[PATCH 0/9] add LOG_UNSUPP log type + mark hcalls as unsupp

Daniel Henrique Barboza posted 9 patches 2 years, 2 months ago
Test checkpatch passed
Patches applied successfully (tree, apply log)
git fetch https://github.com/patchew-project/qemu tags/patchew/20220307191553.429236-1-danielhb413@gmail.com
Maintainers: "Cédric Le Goater" <clg@kaod.org>, Daniel Henrique Barboza <danielhb413@gmail.com>, David Gibson <david@gibson.dropbear.id.au>, Greg Kurz <groug@kaod.org>
hw/ppc/spapr_hcall.c   | 98 +++++++++++++++++++++++++++++++++++++++++-
include/hw/ppc/spapr.h |  3 ++
include/qemu/log.h     |  3 +-
util/log.c             |  2 +
4 files changed, 103 insertions(+), 3 deletions(-)
[PATCH 0/9] add LOG_UNSUPP log type + mark hcalls as unsupp
Posted by Daniel Henrique Barboza 2 years, 2 months ago
Hi,

I got a lot of noise trying to debug an AIX guest in a pseries machine when running with 
'-d unimp'. The reason is that there is no distinction between features
(in my case, hypercalls) that are unimplemented because we never considered,
versus features that we made a design choice not to implement.

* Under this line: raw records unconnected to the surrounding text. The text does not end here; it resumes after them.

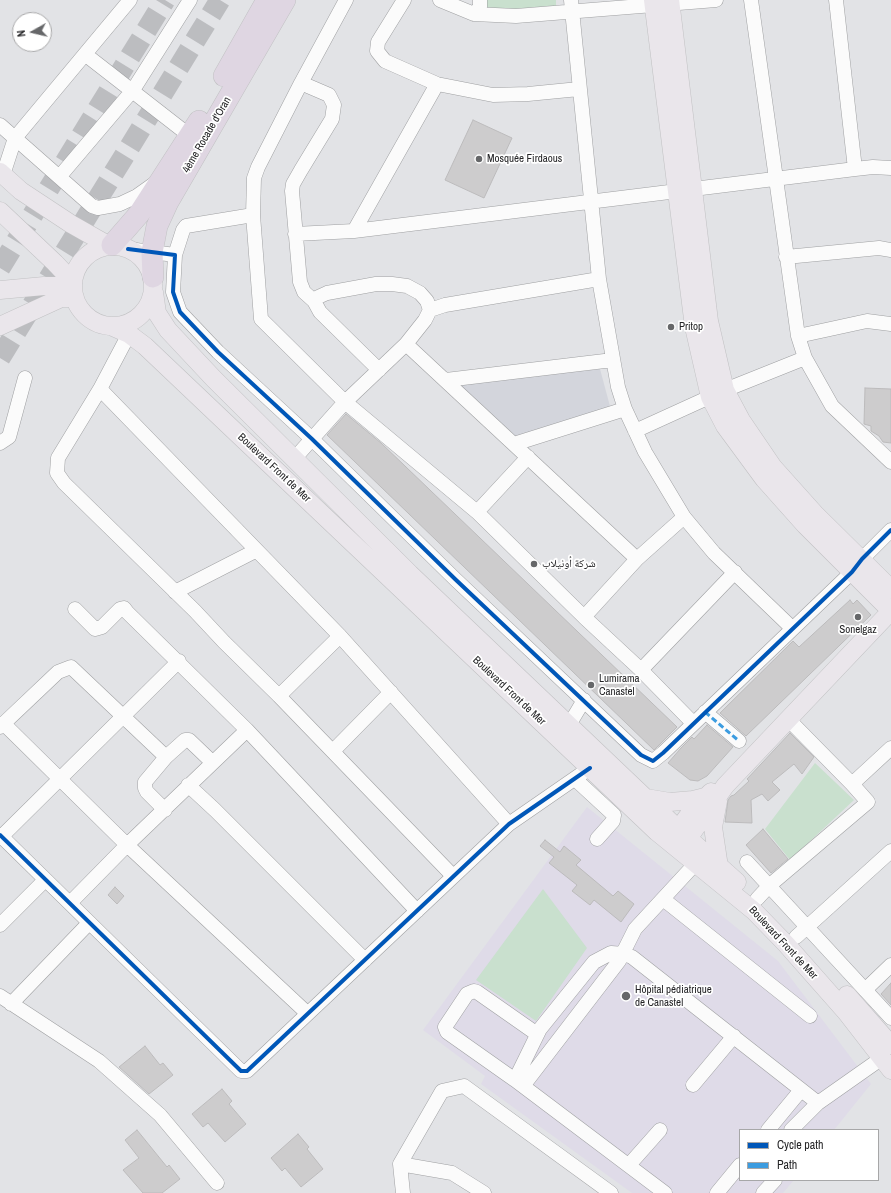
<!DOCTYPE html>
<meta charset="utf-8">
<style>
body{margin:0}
#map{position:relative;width:891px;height:1193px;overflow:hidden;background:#e2e3e6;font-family:"Archivo Narrow",sans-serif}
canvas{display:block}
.legend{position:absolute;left:739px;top:1129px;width:140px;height:52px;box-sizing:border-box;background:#fff;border:1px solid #a7a7a8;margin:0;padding:5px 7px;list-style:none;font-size:12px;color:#242426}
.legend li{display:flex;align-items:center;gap:8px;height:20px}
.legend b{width:20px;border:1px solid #a7a7a8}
.north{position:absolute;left:12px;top:12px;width:40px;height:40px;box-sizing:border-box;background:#fff;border:1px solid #a7a7a8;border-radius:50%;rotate:262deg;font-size:11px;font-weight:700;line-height:16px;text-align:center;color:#242426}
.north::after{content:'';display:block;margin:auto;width:14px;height:18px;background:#666769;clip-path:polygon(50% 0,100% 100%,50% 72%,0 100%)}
</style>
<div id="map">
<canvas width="891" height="1193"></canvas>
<ul class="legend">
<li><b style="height:5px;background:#0057b8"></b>Cycle path</li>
<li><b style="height:5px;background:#3c9ce0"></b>Path</li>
</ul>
<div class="north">N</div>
</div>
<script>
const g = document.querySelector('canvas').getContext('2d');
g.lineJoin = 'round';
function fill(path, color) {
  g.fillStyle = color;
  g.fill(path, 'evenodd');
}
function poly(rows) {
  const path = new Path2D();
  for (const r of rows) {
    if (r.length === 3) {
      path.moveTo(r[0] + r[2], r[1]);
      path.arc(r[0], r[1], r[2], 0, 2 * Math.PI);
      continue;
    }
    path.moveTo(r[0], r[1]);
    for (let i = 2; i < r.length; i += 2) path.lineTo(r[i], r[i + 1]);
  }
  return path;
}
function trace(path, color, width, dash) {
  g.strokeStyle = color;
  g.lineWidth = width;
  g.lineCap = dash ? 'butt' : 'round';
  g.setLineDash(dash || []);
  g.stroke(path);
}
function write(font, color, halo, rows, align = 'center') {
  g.font = font + ' "Archivo Narrow","Noto Naskh Arabic",sans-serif';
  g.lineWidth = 3.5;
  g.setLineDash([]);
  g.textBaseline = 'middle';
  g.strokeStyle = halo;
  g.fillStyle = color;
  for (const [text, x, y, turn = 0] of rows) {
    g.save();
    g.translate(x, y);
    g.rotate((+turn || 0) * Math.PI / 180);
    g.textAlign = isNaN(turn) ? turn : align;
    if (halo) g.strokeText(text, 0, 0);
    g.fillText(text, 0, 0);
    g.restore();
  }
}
fill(poly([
 [600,369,611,410,518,438,456,384]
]), '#d3d5dc');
fill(poly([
 [587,807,778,961,871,1084,834,1130,740,1130,740,1180,794,1180,783,1193,632,1193,481,1084,485,1076,423,1030]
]), '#dfdbe8');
fill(poly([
 [478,0,556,0,556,8,492,11,478,8],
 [815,763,854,800,790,860,765,829],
 [543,889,587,948,536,1021,476,980]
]), '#c9e0ce');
const building = poly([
 [473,120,512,138,484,198,445,180,473,120],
 [865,388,891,389,891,443,883,442,879,436,871,431,871,426,864,424,865,388],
 [346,414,381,443,677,727,654,750,327,435,346,414],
 [850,600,853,604,857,600,871,615,746,736,720,713,793,641,799,647,850,600],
 [707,725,733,747,707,776,698,781,690,780,668,763,681,748,692,737,694,739,707,725],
 [790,733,814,757,802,774,794,764,772,782,780,790,768,801,762,794,751,800,752,823,725,822,728,800,731,796,734,795,749,781,747,779,790,733],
 [763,829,788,859,771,873,746,845,763,829],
 [545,840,560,852,564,846,581,860,576,865,613,896,618,891,634,904,621,922,594,900,590,905,572,891,577,885,549,863,554,857,540,846,545,840],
 [115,887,124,896,117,904,108,895,115,887],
 [891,983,891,1005,881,994,891,983],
 [145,1046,160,1065,163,1063,173,1075,149,1094,119,1067,145,1046],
 [222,1089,232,1101,229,1104,246,1124,225,1142,208,1123,203,1127,192,1114,222,1089],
 [137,1130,167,1167,169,1165,180,1179,162,1193,143,1193,123,1170,139,1158,125,1140,137,1130],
 [298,1134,309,1147,307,1149,323,1169,301,1187,285,1168,282,1171,271,1158,298,1134]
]);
fill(building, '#cdcccd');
trace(building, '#bcbbbc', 1);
trace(poly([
 [0,268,165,0],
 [0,358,220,0]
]), '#bcbdc0', 21, [21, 10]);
const minor = poly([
 [346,0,301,83,258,167,254,178,253,215,261,319,345,402,477,512,584,617,641,670,693,723],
 [404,0,378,42,377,51,385,61,437,84,493,95,528,94,579,89],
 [440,0,474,14,516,16,716,0],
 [571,0,599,279,618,387,625,409,645,452,684,517,714,553,792,628],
 [751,0,798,336,805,358,832,406,891,462],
 [836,0,855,169],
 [474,14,480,7,480,0],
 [86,55,190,136],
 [301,83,329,95,334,105,332,119,301,170,293,184,292,191,300,282,304,292,314,301],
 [0,125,92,206,98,208,120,204,137,196,154,184],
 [3,175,15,138,130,0],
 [60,176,133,90,190,0],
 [354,231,437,84],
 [295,234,354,231,855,169,873,167,891,168],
 [128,249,175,255,173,292,180,312,218,352,312,439,455,579,641,755,653,761,663,753,852,572,862,559,891,530],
 [175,255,183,230,186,226,253,215],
 [786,257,879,248,891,250],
 [129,334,100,389,58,458,57,473,64,483,195,611,224,642,279,696,453,876],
 [798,336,867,321,891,324],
 [406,344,637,559],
 [379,370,320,312,314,301,316,298,327,293,376,284,392,284,407,286,420,293,427,301,430,310],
 [446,380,613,360],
 [100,389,340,636,509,824],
 [635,431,725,390,805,358],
 [0,443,9,437,25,378],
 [514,444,625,409],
 [294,459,345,402,406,344,425,320,430,310,445,305,599,279],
 [477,512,528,457],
 [175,592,255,551],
 [75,609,95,629,102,627,120,609,124,608,127,612,247,730,417,911],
 [584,617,637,559,684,517],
 [641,670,735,572],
 [279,696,340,636],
 [705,712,739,741],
 [789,720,852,784],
 [3,723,127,845,307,1013],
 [569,725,584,700],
 [0,727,58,672,71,667,166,757],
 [333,751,391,692],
 [575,779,614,815,613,821,597,839],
 [188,785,215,810,365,960],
 [165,810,147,792,145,788,145,782,166,757,185,740,189,740,212,762],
 [0,835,241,1071,247,1071,509,824,590,768],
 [0,838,179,661],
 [747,862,891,1018],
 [663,899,810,1016],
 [757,899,770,885,868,802,852,784,891,748],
 [70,903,127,845,247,730],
 [0,925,45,880],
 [796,937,891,851],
 [866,989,891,965],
 [0,996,99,1061,160,1115,217,1183],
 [11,1004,89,923],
 [537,1034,477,992,474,991,467,994,445,1027,447,1032,515,1080,665,1193],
 [515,1080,540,1029,594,962,611,953,624,954,632,957,818,1103],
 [693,1085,734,1036],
 [523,1086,619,961,635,929,695,864],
 [768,1130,801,1090],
 [791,1130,818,1103,882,1058],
 [400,1164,403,1193],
 [629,1165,660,1130],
 [484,1193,452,1173,400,1164,442,1091,464,1086,611,1193],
 [717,1193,740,1165],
 [763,1193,775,1180]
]);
const major = poly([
 [653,0,694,327,710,397,725,426,764,479,805,525,891,611],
 [670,0,709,321,725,390,741,420,773,467,816,515,891,589],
 [0,172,21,191,71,224,108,245],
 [0,211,55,263,73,282],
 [113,286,40],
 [0,290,44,286,73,286],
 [154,292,157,313,168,330,213,378,410,574,678,829,737,882],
 [0,326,61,298,75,298],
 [113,327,129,334,145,346,657,832,754,911,786,944,846,1012,891,1070],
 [646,798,670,802,693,800,705,797],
 [718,801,713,827,719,867],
 [671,839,691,812,711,792],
 [682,847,725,786,891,611],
 [847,995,891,1045]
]);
const highway = poly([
 [224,76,267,0],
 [112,245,139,214,199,121],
 [153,277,152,252,157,226,168,202,285,0]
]);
trace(minor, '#9fa0a2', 15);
trace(major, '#c1c1c3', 19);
trace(highway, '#c1c1c3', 22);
trace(minor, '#fbfbfb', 14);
trace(major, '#eae6eb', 18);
trace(highway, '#dfd6e2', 21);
trace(poly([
 [705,712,739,741]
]), '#3c9ce0', 3, [6, 3]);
trace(poly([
 [128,249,175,255,173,292,180,312,218,352,312,439,455,579,641,755,653,761,663,753,852,572,862,559,891,530],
 [0,835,241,1071,247,1071,509,824,590,768]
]), '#0057b8', 4);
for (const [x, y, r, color] of [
 [479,159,4,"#666769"],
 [671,327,4,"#666769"],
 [534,564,4,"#666769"],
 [858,617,4,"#666769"],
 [591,685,4,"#666769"],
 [626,996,5,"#666769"]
]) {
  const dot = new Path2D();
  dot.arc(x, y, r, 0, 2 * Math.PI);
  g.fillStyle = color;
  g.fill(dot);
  trace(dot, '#fff', 1.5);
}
write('11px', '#242426', '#fff', [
 ["4ème Rocade d'Oran",207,135,-60],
 ["Boulevard Front de Mer",274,468,43],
 ["Boulevard Front de Mer",509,691,43],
 ["Boulevard Front de Mer",783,943,47]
]);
write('11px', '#242426', '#fff', [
 ["Mosquée Firdaous",487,159],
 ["Pritop",679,327],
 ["شركة أونيلاب",542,564],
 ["Sonelgaz",858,630,"center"],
 ["Lumirama",599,679],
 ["Canastel",599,692],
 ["Hôpital pédiatrique",635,990],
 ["de Canastel",635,1003]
], 'left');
</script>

This series adds a new log type, LOG_UNSUPP, as a way to filter the
second case. After changing the log level of existing unsupported
pseries hypercalls, -d unimp was reporting just the ones that I need to
worry about and decide whether we should implement it or mark as
unsupported in our model. After this series there's still one hypercall
thgat is being thrown by AIX. We'll deal with that another day.

I am posting this a little too close of the soft freeze. If we manage
to get it reviewed in time, since it's a debug QoL change that doesn't
break anything, I'd say we take it. 

Also, I didn't find the maintainer for the util/log.c file. Let me know
if I need to CC someone in special for this file.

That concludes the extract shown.